Work instructions | Starting with the first line of the data below, copy each line up to and including the one containing "0 #8a8d91) drop-shadow(-2px". Pictures stay out.

────────

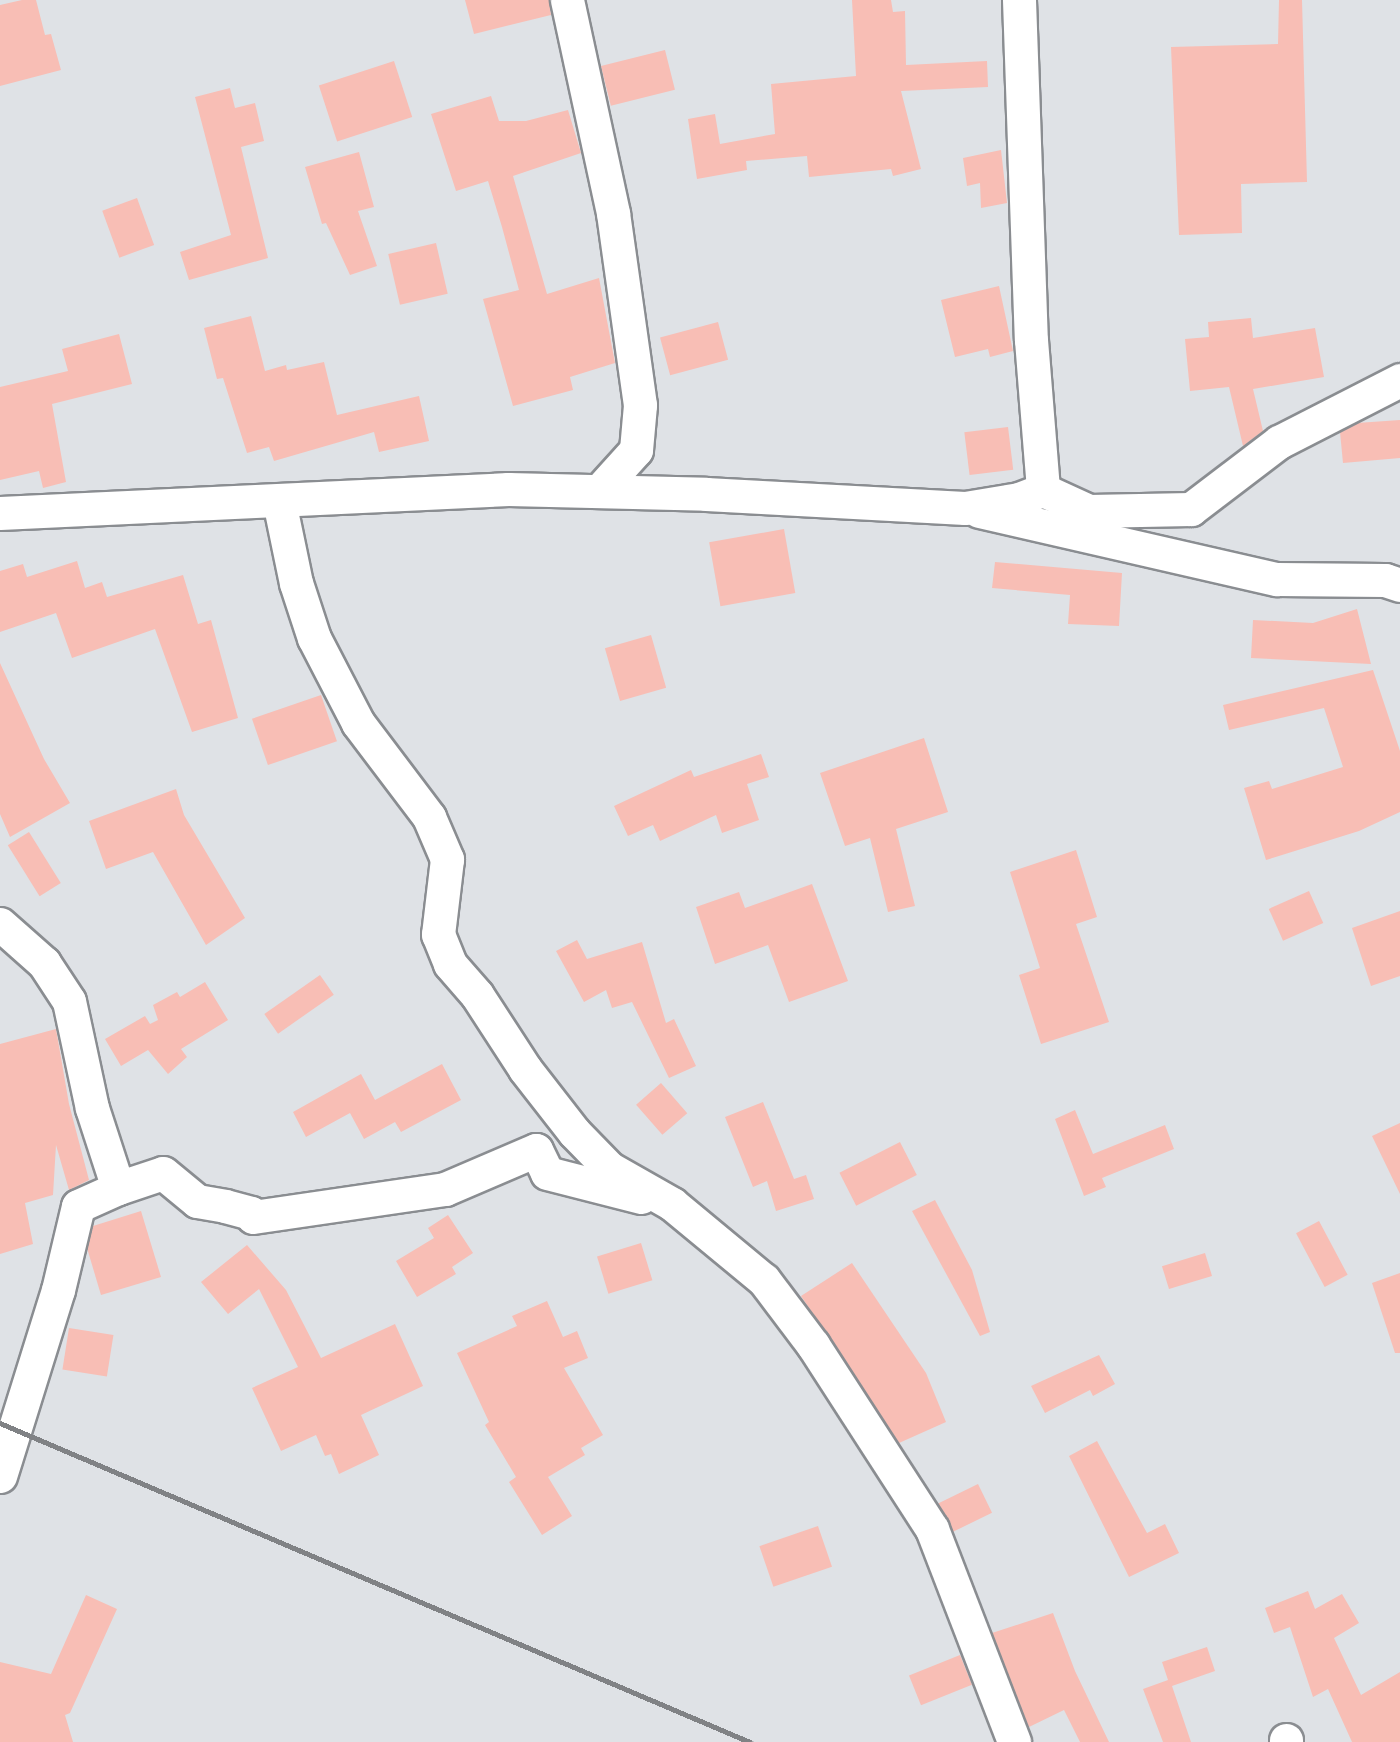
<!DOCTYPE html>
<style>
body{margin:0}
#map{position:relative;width:1400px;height:1742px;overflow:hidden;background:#dfe2e6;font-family:Poppins,sans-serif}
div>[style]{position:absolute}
.building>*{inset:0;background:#f8beb5;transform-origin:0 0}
.roads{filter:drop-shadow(2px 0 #8a8d91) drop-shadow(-2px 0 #8a8d91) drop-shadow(0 2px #8a8d91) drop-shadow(0 -2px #8a8d91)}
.minor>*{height:33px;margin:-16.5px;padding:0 16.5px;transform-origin:16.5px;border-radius:16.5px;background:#fff}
.rail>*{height:4.5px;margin:-2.25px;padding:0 2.25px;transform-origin:2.25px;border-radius:2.25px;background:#808285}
span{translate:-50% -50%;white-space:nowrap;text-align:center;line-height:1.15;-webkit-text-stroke:4.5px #fff;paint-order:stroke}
</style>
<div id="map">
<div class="building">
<i style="clip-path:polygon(22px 0,36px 0,45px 35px,51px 34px,61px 70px,0 86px,0 5px)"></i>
<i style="clip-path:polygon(465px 0,549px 0,551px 15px,474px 34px)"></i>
<i style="clip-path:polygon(852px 0,891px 0,893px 12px,905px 11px,906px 65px,987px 61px,988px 87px,901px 91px,921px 169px,893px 176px,891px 169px,809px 177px,807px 156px,746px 161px,747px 170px,697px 179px,688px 119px,715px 114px,720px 144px,775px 134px,771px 84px,856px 76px)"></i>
<i style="clip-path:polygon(1279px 0,1302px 0,1307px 182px,1241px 184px,1242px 233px,1179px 235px,1171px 47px,1278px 44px)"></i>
<i style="left:665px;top:50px;width:41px;height:66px;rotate:76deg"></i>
<i style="left:394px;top:61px;width:59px;height:79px;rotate:72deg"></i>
<i style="clip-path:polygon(230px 88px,235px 108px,255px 103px,264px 141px,241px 147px,268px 258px,189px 280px,180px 252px,231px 235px,195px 97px)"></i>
<i style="clip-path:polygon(491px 96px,499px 121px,526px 121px,568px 110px,581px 153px,513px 176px,547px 294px,599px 278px,615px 363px,570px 377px,573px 390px,513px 406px,483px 299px,519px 290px,502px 227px,488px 181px,456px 191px,431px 114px)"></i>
<i style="clip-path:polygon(1001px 150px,1007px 203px,981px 208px,980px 183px,967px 186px,963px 158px)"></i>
<i style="clip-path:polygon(359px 152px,374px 207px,358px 211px,377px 266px,350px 275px,326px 223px,322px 224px,305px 167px)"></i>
<i style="left:137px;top:198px;width:50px;height:37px;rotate:70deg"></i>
<i style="left:436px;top:243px;width:52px;height:49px;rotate:77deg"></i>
<i style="clip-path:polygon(999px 286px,1013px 351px,990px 357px,988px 349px,955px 357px,941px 300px)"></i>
<i style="clip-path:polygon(251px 316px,265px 371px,286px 365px,287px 370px,324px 362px,337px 415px,419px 396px,429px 441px,379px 452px,374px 432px,274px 461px,269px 447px,247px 453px,223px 378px,217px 379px,204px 328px)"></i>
<i style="clip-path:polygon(1251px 318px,1253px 338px,1315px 328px,1324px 377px,1253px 389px,1263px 431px,1243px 446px,1229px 387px,1190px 391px,1185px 339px,1209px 337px,1208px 322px)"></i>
<i style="left:718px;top:322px;width:39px;height:60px;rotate:75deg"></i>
<i style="clip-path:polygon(119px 334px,132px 384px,52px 404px,66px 482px,43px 488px,39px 471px,0 480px,0 387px,68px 371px,62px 349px)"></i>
<i style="clip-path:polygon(1400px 420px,1400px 458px,1343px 463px,1340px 432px,1357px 423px)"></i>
<i style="left:1008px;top:427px;width:43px;height:44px;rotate:83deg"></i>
<i style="left:784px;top:529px;width:65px;height:76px;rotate:80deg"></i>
<i style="clip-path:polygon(77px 561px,85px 588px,102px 582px,107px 597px,183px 575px,198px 624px,211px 620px,238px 718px,192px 732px,155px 629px,72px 658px,56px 613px,0 632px,0 571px,23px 564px,27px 577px)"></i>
<i style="clip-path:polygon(995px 562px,1122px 573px,1119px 626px,1068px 624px,1070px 595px,992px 588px)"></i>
<i style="clip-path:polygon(1357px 609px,1371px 664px,1251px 658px,1253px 620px,1313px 623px)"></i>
<i style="left:651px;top:635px;width:55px;height:48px;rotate:74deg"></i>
<i style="clip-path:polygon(0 663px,44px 759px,70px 803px,10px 837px,0 814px)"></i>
<i style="clip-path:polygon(1373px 670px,1400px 751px,1400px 812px,1359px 831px,1266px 860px,1244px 788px,1269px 781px,1272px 789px,1343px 767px,1324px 708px,1229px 730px,1223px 705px)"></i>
<i style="left:321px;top:695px;width:49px;height:73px;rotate:71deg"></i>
<i style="clip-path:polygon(924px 738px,948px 812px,896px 829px,915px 906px,888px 912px,870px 838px,845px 846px,820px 773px)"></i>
<i style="clip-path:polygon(761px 754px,769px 777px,747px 784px,759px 820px,722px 833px,716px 815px,660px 841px,653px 825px,628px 836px,614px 806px,691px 770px,694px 777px)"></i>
<i style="clip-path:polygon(176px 789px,184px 815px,245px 918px,206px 945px,153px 852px,106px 869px,89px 821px)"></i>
<i style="left:29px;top:832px;width:60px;height:25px;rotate:58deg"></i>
<i style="clip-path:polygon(1076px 850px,1097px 917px,1076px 924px,1109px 1022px,1041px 1044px,1019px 975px,1040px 968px,1010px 872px)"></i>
<i style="clip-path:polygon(812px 884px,848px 981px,789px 1002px,768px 945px,715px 964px,696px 907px,739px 892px,745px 908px)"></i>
<i style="left:1309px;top:891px;width:35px;height:44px;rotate:66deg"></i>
<i style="clip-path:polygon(1400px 911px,1400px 976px,1371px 986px,1352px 928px)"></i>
<i style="clip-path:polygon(577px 940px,587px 959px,642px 942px,666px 1023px,674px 1019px,696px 1066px,669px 1078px,632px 1002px,612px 1008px,606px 990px,584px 1002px,556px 951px)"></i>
<i style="left:320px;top:975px;width:24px;height:68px;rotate:55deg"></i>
<i style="clip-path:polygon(205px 982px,228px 1020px,181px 1049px,187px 1057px,168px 1074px,148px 1050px,121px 1066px,105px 1039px,145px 1016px,150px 1024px,158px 1020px,153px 1005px,177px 992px,180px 997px)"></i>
<i style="clip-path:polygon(56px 1029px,69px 1104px,89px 1180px,69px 1190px,56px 1145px,53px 1195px,25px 1203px,33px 1244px,0 1254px,0 1044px)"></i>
<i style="clip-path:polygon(442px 1064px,461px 1100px,401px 1132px,395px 1122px,364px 1139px,350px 1113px,306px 1137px,293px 1112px,361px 1074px,375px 1100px)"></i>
<i style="left:661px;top:1083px;width:40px;height:33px;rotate:49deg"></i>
<i style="clip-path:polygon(763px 1102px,794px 1179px,806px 1175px,814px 1199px,776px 1211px,767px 1181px,753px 1187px,725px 1117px)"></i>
<i style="clip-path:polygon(1075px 1110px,1093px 1154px,1165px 1125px,1174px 1149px,1102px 1178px,1106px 1187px,1084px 1196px,1055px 1119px)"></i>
<i style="clip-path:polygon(1400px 1123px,1400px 1194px,1372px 1136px)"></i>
<i style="left:900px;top:1142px;width:37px;height:68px;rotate:63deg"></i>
<i style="clip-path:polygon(935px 1200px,972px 1270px,990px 1332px,980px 1336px,912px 1211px)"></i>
<i style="clip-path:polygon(141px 1211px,161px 1277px,101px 1295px,87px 1248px,93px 1226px)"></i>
<i style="clip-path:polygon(448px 1215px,473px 1253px,452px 1267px,456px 1274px,417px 1297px,396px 1261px,434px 1238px,428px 1228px)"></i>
<i style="left:1319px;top:1221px;width:61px;height:26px;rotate:62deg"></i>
<i style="left:641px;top:1243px;width:39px;height:46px;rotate:73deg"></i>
<i style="clip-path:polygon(247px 1245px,286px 1290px,321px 1358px,395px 1324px,423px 1386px,361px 1415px,379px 1455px,339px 1474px,331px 1454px,325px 1456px,316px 1435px,281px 1451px,252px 1388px,298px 1367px,259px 1289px,228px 1314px,201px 1282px)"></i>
<i style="left:1205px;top:1253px;width:24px;height:45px;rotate:73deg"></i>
<i style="clip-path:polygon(852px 1263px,926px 1373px,946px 1422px,899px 1443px,801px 1296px)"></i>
<i style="clip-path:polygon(1400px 1273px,1400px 1353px,1395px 1353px,1372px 1283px)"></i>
<i style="clip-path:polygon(547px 1301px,563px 1337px,577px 1331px,588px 1358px,564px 1368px,603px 1435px,581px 1448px,585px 1455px,548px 1477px,572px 1516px,542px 1535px,509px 1482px,516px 1477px,485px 1425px,489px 1422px,457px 1353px,517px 1326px,512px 1316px)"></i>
<i style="left:69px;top:1328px;width:45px;height:42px;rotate:9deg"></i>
<i style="clip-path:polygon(1099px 1355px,1115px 1384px,1093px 1396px,1090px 1390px,1045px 1413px,1031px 1386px)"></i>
<i style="clip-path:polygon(1097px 1441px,1147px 1533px,1165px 1524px,1179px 1553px,1129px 1577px,1069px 1456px)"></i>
<i style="left:978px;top:1484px;width:32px;height:45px;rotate:64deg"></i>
<i style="left:818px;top:1526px;width:43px;height:62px;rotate:71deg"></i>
<i style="clip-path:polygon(1308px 1591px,1315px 1609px,1342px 1594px,1359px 1623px,1334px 1638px,1361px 1695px,1400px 1672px,1400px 1742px,1352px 1742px,1328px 1689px,1313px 1697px,1290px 1627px,1274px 1633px,1265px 1608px)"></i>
<i style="clip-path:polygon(86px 1595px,117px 1609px,70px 1713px,65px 1715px,73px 1742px,0 1742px,0 1662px,51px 1674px)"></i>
<i style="clip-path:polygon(1053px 1613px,1075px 1671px,1109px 1742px,1080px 1742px,1064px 1710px,1029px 1727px,1027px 1723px,992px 1633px)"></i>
<i style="clip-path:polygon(1207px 1647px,1215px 1671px,1172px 1686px,1191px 1742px,1163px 1742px,1143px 1689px,1168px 1680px,1162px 1662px)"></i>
<i style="left:960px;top:1655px;width:32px;height:55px;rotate:68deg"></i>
</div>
<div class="roads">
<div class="minor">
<i style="left:567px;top:0;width:218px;rotate:77.8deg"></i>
<i style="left:613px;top:213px;width:194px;rotate:82deg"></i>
<i style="left:640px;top:405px;width:45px;rotate:95.1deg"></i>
<i style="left:636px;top:450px;width:55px;rotate:132.1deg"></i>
<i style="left:1019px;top:0;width:340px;rotate:88deg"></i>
<i style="left:1031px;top:340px;width:150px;rotate:85.4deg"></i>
<i style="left:279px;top:501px;width:84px;rotate:78.3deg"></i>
<i style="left:296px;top:583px;width:58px;rotate:71.9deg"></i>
<i style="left:314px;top:638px;width:96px;rotate:62.6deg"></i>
<i style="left:358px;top:723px;width:118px;rotate:52.9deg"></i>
<i style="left:429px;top:817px;width:46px;rotate:66.8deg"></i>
<i style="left:447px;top:859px;width:76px;rotate:96.8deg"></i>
<i style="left:438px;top:934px;width:32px;rotate:68deg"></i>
<i style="left:450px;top:964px;width:41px;rotate:48.9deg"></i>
<i style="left:477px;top:995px;width:88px;rotate:57deg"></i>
<i style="left:525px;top:1069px;width:80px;rotate:52.1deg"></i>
<i style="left:574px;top:1132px;width:50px;rotate:45.8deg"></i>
<i style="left:609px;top:1168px;width:73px;rotate:29.7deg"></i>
<i style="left:672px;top:1204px;width:119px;rotate:39.6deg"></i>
<i style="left:764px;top:1280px;width:81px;rotate:53deg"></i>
<i style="left:813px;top:1345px;width:219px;rotate:57.1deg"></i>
<i style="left:932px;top:1529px;width:228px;rotate:68.9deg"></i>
<i style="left:979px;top:511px;width:306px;rotate:12.9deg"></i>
<i style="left:1277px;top:579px;width:108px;rotate:0.5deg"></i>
<i style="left:1385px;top:580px;width:16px;rotate:18deg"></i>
<i style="left:0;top:513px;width:509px;rotate:-2.7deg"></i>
<i style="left:508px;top:489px;width:198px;rotate:1.4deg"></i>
<i style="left:706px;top:494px;width:259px;rotate:3.1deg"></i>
<i style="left:965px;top:508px;width:55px;rotate:-9.5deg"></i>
<i style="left:1019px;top:499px;width:26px;rotate:-21deg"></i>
<i style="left:1043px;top:490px;width:51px;rotate:24.5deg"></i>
<i style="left:1089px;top:511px;width:102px;rotate:-1.1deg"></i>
<i style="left:1191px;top:509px;width:111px;rotate:-37.3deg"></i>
<i style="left:1279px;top:442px;width:136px;rotate:-27.1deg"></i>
<i style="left:0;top:924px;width:59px;rotate:41.6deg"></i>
<i style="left:44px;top:963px;width:45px;rotate:56.7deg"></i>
<i style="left:69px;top:1001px;width:109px;rotate:77.9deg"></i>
<i style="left:92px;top:1108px;width:84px;rotate:72deg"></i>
<i style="left:0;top:1476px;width:195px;rotate:-72.7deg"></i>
<i style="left:58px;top:1290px;width:86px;rotate:-76.6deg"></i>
<i style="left:78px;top:1206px;width:44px;rotate:-24.2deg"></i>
<i style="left:118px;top:1188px;width:47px;rotate:-18.4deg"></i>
<i style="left:163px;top:1173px;width:44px;rotate:39.5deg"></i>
<i style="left:197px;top:1201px;width:28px;rotate:10deg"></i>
<i style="left:225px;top:1206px;width:27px;rotate:15deg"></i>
<i style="left:251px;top:1213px;width:4px;rotate:63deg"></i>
<i style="left:253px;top:1217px;width:194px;rotate:-8.3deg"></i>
<i style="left:445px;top:1189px;width:99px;rotate:-23.2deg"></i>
<i style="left:536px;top:1150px;width:25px;rotate:64deg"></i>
<i style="left:547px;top:1173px;width:97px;rotate:14.3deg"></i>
<i style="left:1286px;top:1742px;width:2px;rotate:-90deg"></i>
</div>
</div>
<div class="rail">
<i style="left:0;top:1423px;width:815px;rotate:23.04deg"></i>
</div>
</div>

────────

Answer to this problem |
<!DOCTYPE html>
<style>
body{margin:0}
#map{position:relative;width:1400px;height:1742px;overflow:hidden;background:#dfe2e6;font-family:Poppins,sans-serif}
div>[style]{position:absolute}
.building>*{inset:0;background:#f8beb5;transform-origin:0 0}
.roads{filter:drop-shadow(2px 0 #8a8d91) drop-shadow(-2px 0 #8a8d91) drop-shadow(0 2px #8a8d91) drop-shadow(0 -2px #8a8d91)}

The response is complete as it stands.